PROBLEM DETAILS: Without skipping anything, write out each record below exactly.

=== Section Start ===

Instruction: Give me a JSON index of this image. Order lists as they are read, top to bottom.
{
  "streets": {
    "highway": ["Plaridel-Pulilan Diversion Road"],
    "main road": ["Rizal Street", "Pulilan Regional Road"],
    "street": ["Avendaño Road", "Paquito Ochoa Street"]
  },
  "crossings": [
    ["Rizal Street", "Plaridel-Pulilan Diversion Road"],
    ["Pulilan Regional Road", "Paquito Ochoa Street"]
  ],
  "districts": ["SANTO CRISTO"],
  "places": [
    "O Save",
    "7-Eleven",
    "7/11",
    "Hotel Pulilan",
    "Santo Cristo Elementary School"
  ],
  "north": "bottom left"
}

=== Section End ===

TASK ANSWER:
Instruction: Give me a JSON index of this image. Order lists as they are read, top to bottom.
{
  "streets": {
    "highway": ["Plaridel-Pulilan Diversion Road"],
    "main road": ["Rizal Street", "Pulilan Regional Road"],
    "street": ["Avendaño Road", "Paquito Ochoa Street"]
  },
  "crossings": [
    ["Rizal Street", "Plaridel-Pulilan Diversion Road"],
    ["Pulilan Regional Road", "Paquito Ochoa Street"]
  ],
  "districts": ["SANTO CRISTO"],
  "places": [
    "O Save",
    "7-Eleven",
    "7/11",
    "Hotel Pulilan",
    "Santo Cristo Elementary School"
  ],
  "north": "bottom left"
}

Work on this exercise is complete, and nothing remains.